PDR argues that the “‘strong presumption that Congress intends judicial review of administrative action’ counsels against construing the Act to preclude a defendant from obtaining review of the FCC’s interpretation of the TCPA in an enforcement action.” (citing Bowen v. Mich. Acad. Of Family Physicians, 476 U.S. 667, 670 (1986).  “Without that ability,” PDR contends, “many defendants will have no opportunity for judicial review of the orders being enforced against them because, in most cases, the 60-day window for direct review under the Hobbs Act will have long since closed.”

This is important.  If the Supreme Court rejects this argument, it would essentially require all businesses that make telemarketing calls or sends automated text messages to engage fully in the administrative law process, and file preemptive appeals, in order to be able to challenge any regulations or orders issued by the FCC regarding the TCPA.

Our Commentary

One issue not covered by PDR in their opening brief, but which we think is important to understand as context for this case, is a bit of a history lesson.  The Hobbs Act, currently codified at 28 U.S.C. § 2342, was originally adopted in 1946, just twelve years after Congress adopted the Communications Act of 1934, the federal law that sought to ensure that the telephone was a universally-available utility in the United States.  In 1946, there was essentially a monopoly on interstate telecommunications services, and AT&T was the monopolist.  AT&T and similarly-situated, highly-regulated telecommunications providers had lawyers and regulatory consultants that constantly monitored all developments at the FCC and could be expected to challenge agency over-reach. Those heavily-regulated carriers were also generally able to recover the expenses associated with having these lawyers and lobbyists on hand through their federally-regulated rate base.  Thus, the Hobbs Act made sense when applied to the FCC of 1946.
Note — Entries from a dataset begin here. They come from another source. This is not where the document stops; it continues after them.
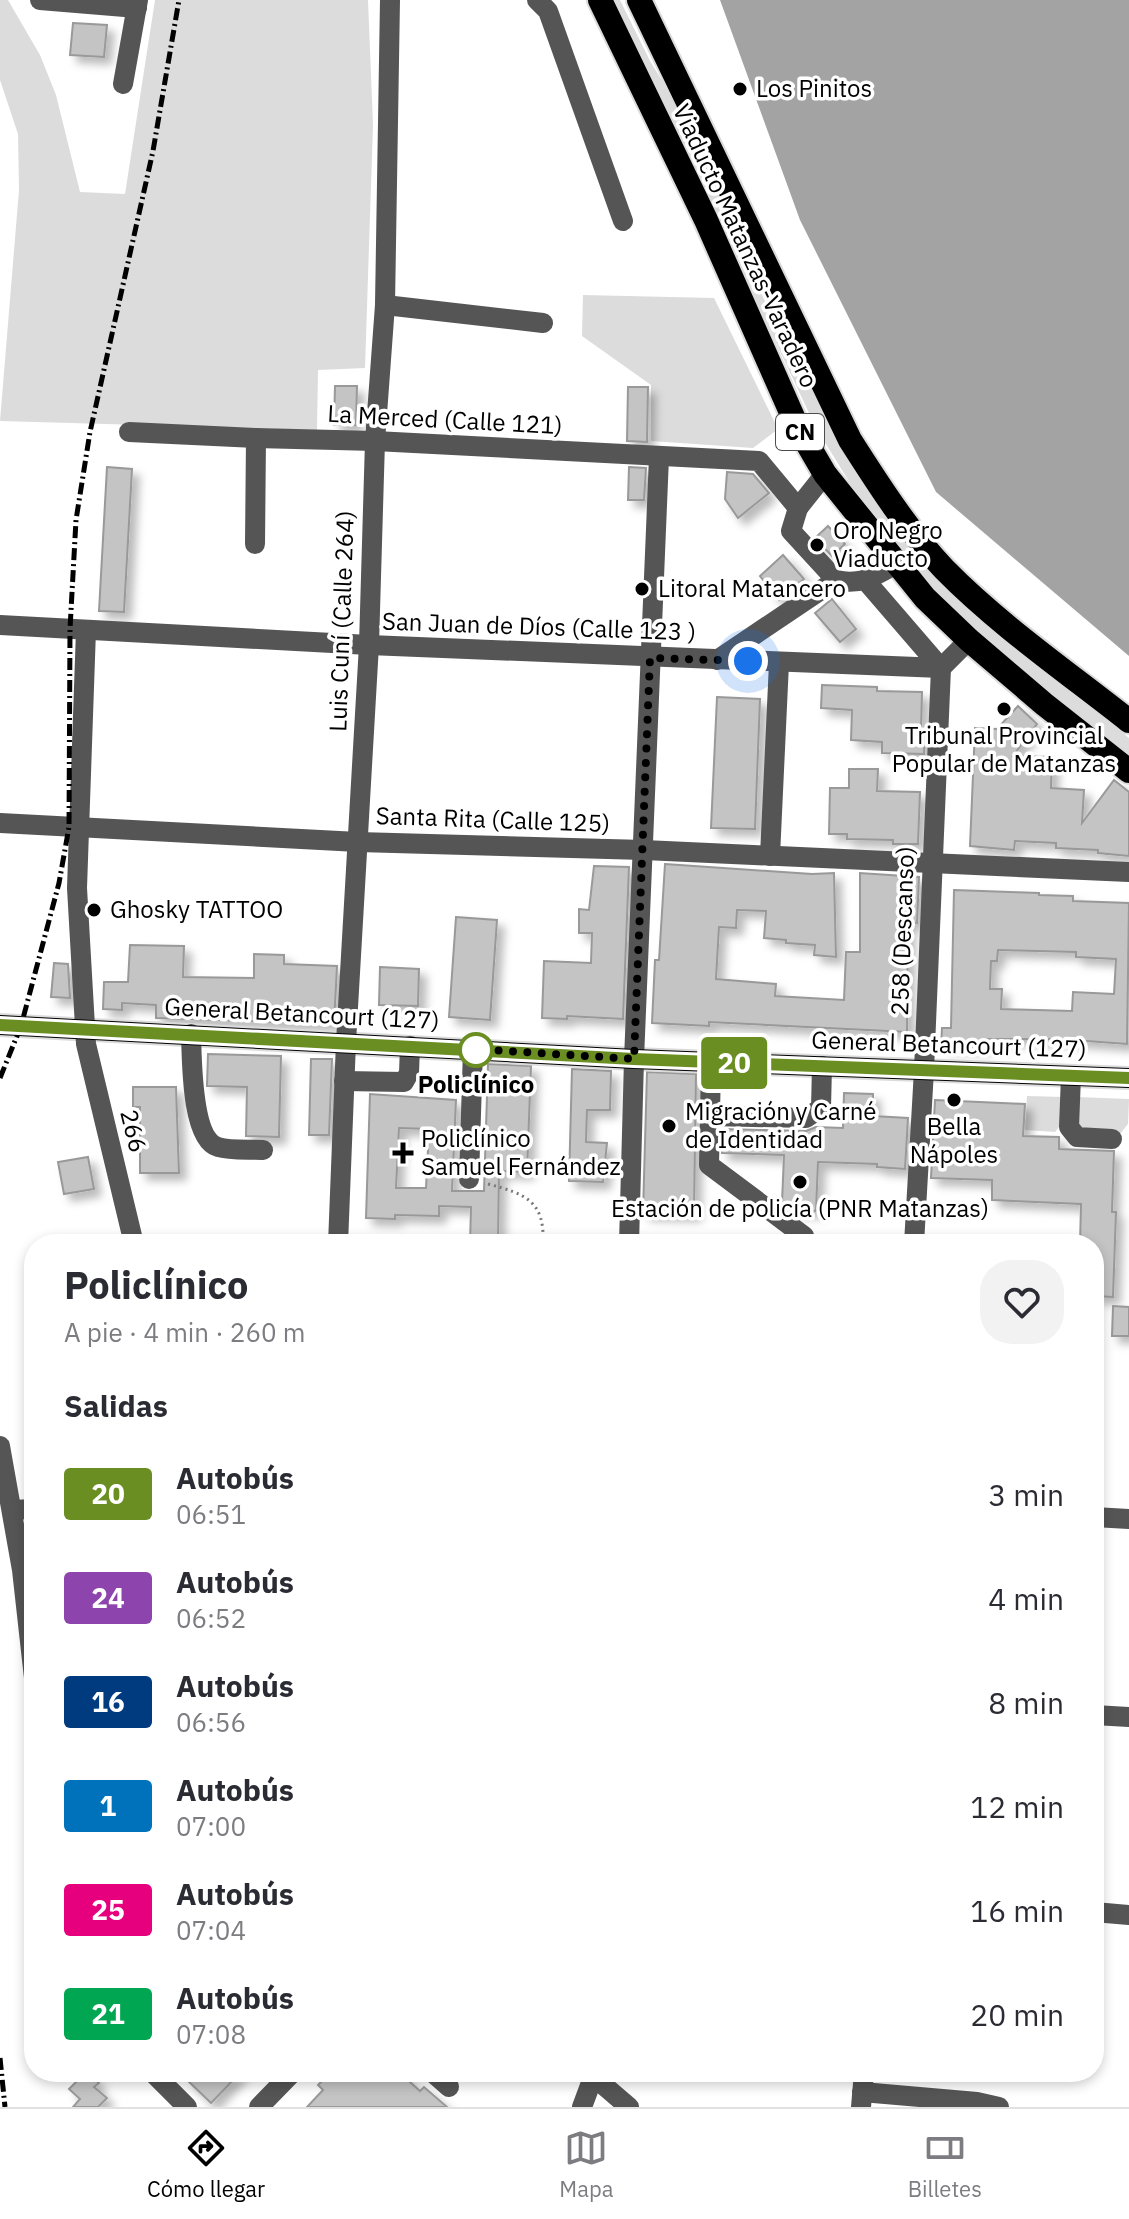 <!DOCTYPE html>
<html lang="es">
<meta charset="utf-8">
<style>
body{margin:0;font-family:"IBM Plex Sans",sans-serif;background:#f2f2f3;color:#2b2b33;height:100vh;display:flex;flex-direction:column;font-size:30px;white-space:nowrap}
*{box-sizing:border-box;margin:0}
p{font-size:26px;color:#7c7c81}
.icon{flex:none;width:44px;height:44px;fill:none;stroke:currentColor;stroke-width:2;stroke-linecap:round;stroke-linejoin:round}
.map{position:relative;flex:1;overflow:hidden}
.sheet{position:absolute;left:24px;top:1234px;width:1080px;height:848px;display:flex;flex-direction:column;background:#fff;border-radius:32px;box-shadow:0 4px 12px #0003}
.sheet>*{flex:none}
.badge{padding:0 16px;border-radius:6px;font-size:28px;line-height:52px}
.you{position:absolute;width:40px;height:40px;margin:-20px;border:6px solid #fff;border-radius:50%;background:#1a73e8;box-shadow:0 0 0 12px #1a73e833}
.map>.badge{position:absolute;translate:-50% -50%;box-shadow:0 0 0 4px #fff}
h2{padding:0 40px;font-size:30px;line-height:72px}
.round{display:grid;place-items:center;flex:none;width:84px;height:84px;border-radius:32px;background:#f2f2f3}
.headline{display:flex;align-items:center;justify-content:space-between;height:136px;padding:0 40px}
h1{font-size:38px;font-weight:700;line-height:60px}
ul{padding:0;list-style:none}
li{display:flex;align-items:center;gap:24px;height:104px;padding:0 40px}
li div{flex:1}
li b{display:block;font-size:30px}
li em{font-style:normal}
li .badge{min-width:88px;font-weight:700;text-align:center}
.tabs{display:flex;justify-content:space-around;align-items:center;height:112px;border-top:2px solid #e1e1e2;background:#fff;font-size:22px;color:#7c7c81}
.tabs a{display:grid;justify-items:center;gap:4px}
.tabs .active{color:#000}
.map>svg:first-child{display:block}
.green{fill:#dcdcdc}
.water{fill:#a3a3a3}
.building{fill:#c4c4c4;stroke:#999;stroke-width:2;fill-rule:evenodd;filter:url(#shadow)}
.lines{fill:none;stroke-linecap:round;stroke-linejoin:round}
.major-casing{stroke:#dbdbdb;stroke-width:24}
.highway-casing{stroke:#dbdbdb;stroke-width:28}
.path{stroke:#777;stroke-width:3;stroke-dasharray:2 4;stroke-linecap:butt}
.minor{stroke:#555;stroke-width:20}
.major{stroke:#000;stroke-width:20}
.highway{stroke:#000;stroke-width:24}
.rail{stroke:#000;stroke-width:5;stroke-dasharray:12 4 2 4;stroke-linecap:butt}
.line-casing{stroke:#fff;stroke-width:18}
.line{stroke:#6b8e23;stroke-width:12}
.walk{stroke:#000;stroke-width:8;stroke-dasharray:0 14.4}
.poi-dot{fill:#000;stroke:#fff;stroke-width:3}
.stop-dot{fill:#fff;stroke:#6b8e23;stroke-width:4}
.labels{text-anchor:middle;stroke-width:7;stroke-linejoin:round;paint-order:stroke}
.shield{fill:#fff;stroke:#4c4c4c;stroke-width:2}
.shield-label{font-size:22px;font-weight:bold;fill:#000}
.poi-label{font-size:24px;fill:#000;stroke:#fff;text-anchor:start}
.street-label{font-size:24px;fill:#000;stroke:#fff}
.stop-label{font-size:24px;font-weight:bold;fill:#000;stroke:#fff}
</style>
<div class="map">
<svg width="1129" height="2107" viewBox="0 0 1129 2107">
<defs>
<filter id="shadow"><feDropShadow dx="7" dy="7" stdDeviation="4" flood-color="#0004"/></filter>
</defs>
<rect width="100%" height="100%" fill="#fff"/>
<g class="green">
<polygon points="0,0 8,0 40,55 56,95 80,192 125,194 155,0 368,0 373,125 365,368 318,370 317,430 0,421 19,190 18,134 0,80"/>
<polygon points="615,0 620,0 650,61 676,103 827,421 860,477 950,590 1129,738 1129,757 1050,696 939,597 858,496 816,428"/>
<polygon points="583,295 714,298 778,429 753,448 651,441 651,385 582,336"/>
<polygon points="1027,1096 1065,1097 1063,1122 1055,1132 1025,1130"/>
<polygon points="1076,1097 1129,1099 1128,1124 1120,1134 1082,1133 1075,1122"/>
</g>
<polygon class="water" points="720,0 1129,0 1129,656 936,492 800,220"/>
<g class="building">
<polygon points="73,23 107,25 104,57 70,55"/>
<polygon points="335,386 357,386 356,425 334,425"/>
<polygon points="628,387 648,387 647,442 627,441"/>
<polygon points="107,467 132,469 124,612 99,611"/>
<polygon points="629,467 646,468 644,500 628,500"/>
<polygon points="727,472 753,474 769,493 738,518 725,499"/>
<polygon points="828,526 845,544 832,556 815,538"/>
<polygon points="783,555 804,579 779,600 760,576"/>
<polygon points="832,599 856,629 840,642 815,613"/>
<polygon points="822,685 877,687 877,691 922,692 921,733 925,733 924,754 882,753 882,742 851,740 852,710 821,708"/>
<polygon points="717,697 760,699 755,829 711,828"/>
<polygon points="1018,706 1037,724 1013,756 1052,757 1051,788 1084,790 1082,823 1114,780 1129,792 1129,856 1098,853 1098,850 1056,848 1056,843 1015,841 1014,850 970,846 975,728 997,729"/>
<polygon points="849,769 878,769 877,791 920,792 918,844 893,844 893,840 847,839 847,834 829,834 830,788 849,788"/>
<polygon points="665,864 812,874 834,873 836,957 814,955 815,945 786,943 786,940 764,938 766,911 737,910 736,928 719,927 716,979 776,984 775,996 844,1000 846,952 860,952 860,873 919,877 917,923 908,922 907,1032 709,1022 709,1026 652,1023 655,960 659,960"/>
<polygon points="594,866 629,867 623,1019 567,1016 567,1019 542,1018 544,961 591,963 592,933 579,933 579,909 589,910"/>
<path d="M 954,890 L 1039,893 L 1039,895 L 1073,896 L 1073,901 L 1129,903 L 1127,1044 L 1059,1039 L 985,1039 L 985,1047 L 941,1046 L 942,1028 L 951,1028 ZM 998,950 L 1076,952 L 1076,957 L 1116,959 L 1114,994 L 1073,992 L 1072,1011 L 1001,1009 L 1002,989 L 990,989 L 991,961 L 997,961 Z"/>
<polygon points="456,917 497,920 490,1020 449,1017"/>
<polygon points="130,945 184,946 183,977 254,978 254,954 284,955 284,964 337,966 334,1024 156,1018 156,1005 122,1003 122,1010 103,1009 104,982 128,982"/>
<polygon points="54,963 68,964 70,998 51,997"/>
<polygon points="380,967 419,969 418,1006 379,1005"/>
<polygon points="208,1054 281,1056 279,1137 246,1136 247,1087 207,1086"/>
<polygon points="311,1059 332,1059 329,1135 309,1135"/>
<path d="M 488,1064 L 531,1066 L 527,1172 L 499,1171 L 498,1244 L 470,1244 L 471,1207 L 439,1206 L 439,1216 L 395,1215 L 395,1219 L 366,1218 L 370,1094 L 456,1100 L 452,1191 L 484,1191 ZM 399,1128 L 429,1129 L 426,1188 L 396,1188 Z"/>
<polygon points="572,1069 611,1071 610,1110 587,1110 586,1142 607,1143 603,1182 569,1181"/>
<polygon points="647,1072 696,1074 694,1214 643,1213"/>
<polygon points="133,1087 176,1087 179,1173 140,1173 140,1107 133,1107"/>
<polygon points="844,1093 873,1094 873,1116 908,1118 905,1169 877,1167 877,1164 818,1162 816,1211 790,1209 782,1203 784,1155 722,1153 723,1129 806,1131 816,1127 843,1128"/>
<polygon points="935,1100 1025,1104 1023,1136 1059,1137 1059,1149 1114,1151 1112,1212 1116,1212 1113,1297 1094,1296 1094,1244 1080,1244 1081,1204 992,1200 992,1180 931,1178"/>
<polygon points="88,1157 94,1189 64,1194 58,1162"/>
<polygon points="1113,1306 1129,1307 1129,1336 1112,1336"/>
<polygon points="86,2072 99,2083 94,2087 107,2098 98,2107 73,2107 80,2099 69,2089"/>
<polygon points="193,2072 241,2072 211,2103 186,2079"/>
<polygon points="331,2072 399,2072 420,2091 424,2087 447,2107 307,2107 323,2090 318,2085"/>
</g>
<g class="lines">
<g class="major-casing">
<polyline id="major" points="0,1025 634,1059 1129,1078"/>
</g>
<g class="highway-casing">
<g id="highway">
<polyline points="600,0 706,220 797,426 825,474 925,598 969,640 1044,704 1129,771"/>
<path d="M 639,0 L 850,440 C 878,484 908,531 944,569 C 999,625 1067,672 1129,721"/>
</g>
</g>
<path class="path" d="M 488,1184 C 526,1194 545,1201 543,1244"/>
<g class="minor">
<polyline points="40,0 137,8"/>
<polyline points="537,0 548,11 623,221"/>
<polyline points="123,84 138,0"/>
<polyline points="385,305 543,323"/>
<polyline points="129,432 256,438 375,441 759,461 798,508 825,474"/>
<polyline points="798,508 791,531 836,580"/>
<polyline points="255,544 256,438"/>
<polyline points="866,581 941,668 924,1070 914,1244"/>
<polyline points="0,625 369,645 941,668 969,640"/>
<polyline points="86,630 77,888 86,1044 134,1244"/>
<path d="M 717,660 L 836,580 C 860,586 875,576 896,564"/>
<polyline points="0,823 358,842 644,850 1129,872"/>
<polyline points="770,856 779,663"/>
<path d="M 191,1034 C 192,1059 191,1139 218,1147 C 231,1151 249,1149 263,1150"/>
<polyline points="711,1062 710,1116 806,1118 821,1108 822,1066"/>
<polyline points="1071,1076 1069,1127 1077,1137 1112,1139"/>
<polyline points="344,1081 404,1082 409,1073 410,1046"/>
<polyline points="710,1116 709,1165 804,1236 804,1244"/>
<polyline points="469,1179 473,1049"/>
<polyline points="338,1244 346,1042 369,645 375,441 385,305 390,0"/>
<polyline points="629,1244 634,1059 659,457"/>
<polyline points="0,1446 22,1570 34,1678"/>
<polyline points="12,1510 34,1509"/>
<polyline points="1094,1517 1129,1519"/>
<polyline points="1094,1715 1129,1717"/>
<polyline points="1094,1912 1129,1915"/>
<polyline points="152,2072 187,2107"/>
<polyline points="432,2072 449,2087"/>
<polyline points="594,2077 629,2107"/>
<polyline points="862,2092 977,2102 999,2107"/>
<polyline points="259,2107 293,2072"/>
<polyline points="582,2107 595,2072"/>
<polyline points="861,2107 864,2072"/>
</g>
<use href="#major" class="major"/>
<use href="#highway" class="highway"/>
<g class="rail">
<polyline points="0,1078 21,1026 59,883 69,827 70,629 76,520 90,432 153,151 179,0"/>
<polyline points="0,2058 5,2107"/>
</g>
</g>
<g class="lines">
<g class="line-casing">
<polyline id="line" points="0,1025 634,1059 1129,1078"/>
</g>
<use href="#line" class="line"/>
<polyline class="walk" points="476,1050 473,1049 634,1059 650,658 748,661"/>
</g>
<g class="poi-dot">
<circle cx="740" cy="89" r="8"/>
<circle cx="817" cy="545" r="8"/>
<circle cx="642" cy="589" r="8"/>
<circle cx="1004" cy="709" r="8"/>
<circle cx="94" cy="910" r="8"/>
<circle cx="954" cy="1100" r="8"/>
<circle cx="669" cy="1126" r="8"/>
<path d="M399 1141h8v8h8v8h-8v8h-8v-8h-8v-8h8z"/>
<circle cx="800" cy="1182" r="8"/>
</g>
<circle class="stop-dot" cx="476" cy="1050" r="16"/>
<g class="labels">
<rect class="shield" x="776" y="414" width="48" height="36" rx="6"/>
<g class="shield-label">
<text x="800" y="440">CN</text>
</g>
<g class="poi-label">
<text x="756" y="97">Los Pinitos</text>
<text x="833" y="539">Oro Negro<tspan x="833" dy="28">Viaducto</tspan></text>
<text x="658" y="597">Litoral Matancero</text>
<text x="1004" y="744" text-anchor="middle">Tribunal Provincial<tspan x="1004" dy="28">Popular de Matanzas</tspan></text>
<text x="110" y="918">Ghosky TATTOO</text>
<text x="685" y="1120">Migración y Carné<tspan x="685" dy="28">de Identidad</tspan></text>
<text x="954" y="1135" text-anchor="middle">Bella<tspan x="954" dy="28">Nápoles</tspan></text>
<text x="421" y="1147">Policlínico<tspan x="421" dy="28">Samuel Fernández</tspan></text>
<text x="800" y="1217" text-anchor="middle">Estación de policía (PNR Matanzas)</text>
</g>
<g class="street-label">
<text transform="translate(745 246) rotate(65)" y="8">Viaducto Matanzas-Varadero</text>
<text transform="translate(445 420) rotate(3)" y="8">La Merced (Calle 121)</text>
<text transform="translate(342 621) rotate(-88)" y="8">Luis Cuní (Calle 264)</text>
<text transform="translate(539 627) rotate(2)" y="8">San Juan de Díos (Calle 123 )</text>
<text transform="translate(493 820) rotate(2)" y="8">Santa Rita (Calle 125)</text>
<text transform="translate(903 931) rotate(-88)" y="8">258 (Descanso)</text>
<text transform="translate(302 1014) rotate(3)" y="8">General Betancourt (127)</text>
<text transform="translate(949 1045) rotate(2)" y="8">General Betancourt (127)</text>
<text transform="translate(133 1131) rotate(76)" y="8">266</text>
</g>
<g class="stop-label">
<text x="476" y="1093">Policlínico</text>
</g>
</g>
</svg>
<div class="you" style="left:748px;top:661px"></div>
<b class="badge" style="left:734px;top:1063px;background:#6b8e23;color:#fff">20</b>
<section class="sheet">
<div class="headline"><div><h1>Policlínico</h1><p>A pie · 4 min · 260 m</p></div><a class="round"><svg class="icon" aria-label="heart" viewBox="0 0 24 24"><path d="M12 20l-8-8c-3-5 5-10 8-4 3-6 11-1 8 4z"/></svg></a></div>
<h2>Salidas</h2>
<ul>
<li><span class="badge" style="background:#6b8e23;color:#fff">20</span><div><b>Autobús</b><p>06:51</p></div><em>3 min</em></li>
<li><span class="badge" style="background:#8e44ad;color:#fff">24</span><div><b>Autobús</b><p>06:52</p></div><em>4 min</em></li>
<li><span class="badge" style="background:#003b80;color:#fff">16</span><div><b>Autobús</b><p>06:56</p></div><em>8 min</em></li>
<li><span class="badge" style="background:#0072bc;color:#fff">1</span><div><b>Autobús</b><p>07:00</p></div><em>12 min</em></li>
<li><span class="badge" style="background:#e6007e;color:#fff">25</span><div><b>Autobús</b><p>07:04</p></div><em>16 min</em></li>
<li><span class="badge" style="background:#00a651;color:#fff">21</span><div><b>Autobús</b><p>07:08</p></div><em>20 min</em></li>
</ul>
</section>
</div>
<nav class="tabs">
<a class="active"><svg class="icon" aria-label="directions" viewBox="0 0 24 24"><path d="M12 3l9 9-9 9-9-9zM9 14v-3h6M13 9l2 2-2 2"/></svg>Cómo llegar</a>
<a><svg class="icon" aria-label="map" viewBox="0 0 24 24"><path d="M3 6l6-2 6 2 6-2v14l-6 2-6-2-6 2zM9 4v14M15 6v14"/></svg>Mapa</a>
<a><svg class="icon" aria-label="tickets" viewBox="0 0 24 24"><path d="M3 7h18v10H3zM15 7v10"/></svg>Billetes</a>
</nav>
The TCPA, adopted in 1991, dramatically expanded the role of the FCC.  It inserted the FCC into regulating the telecommunications practices of companies, big and small, across the country, not simply heavily-regulated carriers like AT&T.  A narrow interpretation of the Hobbs Act that requires companies to challenge all FCC TCPA rules and orders within 60-days simply does not make sense in this context.  It is not possible for companies to identify and predict every issue that may arise from an FCC order interpreting the TCPA.  For this reason, we hope that PDR’s arguments persuade the Supreme Court that the Fourth Circuit’s interpretation of the Hobbs Act requires reversal.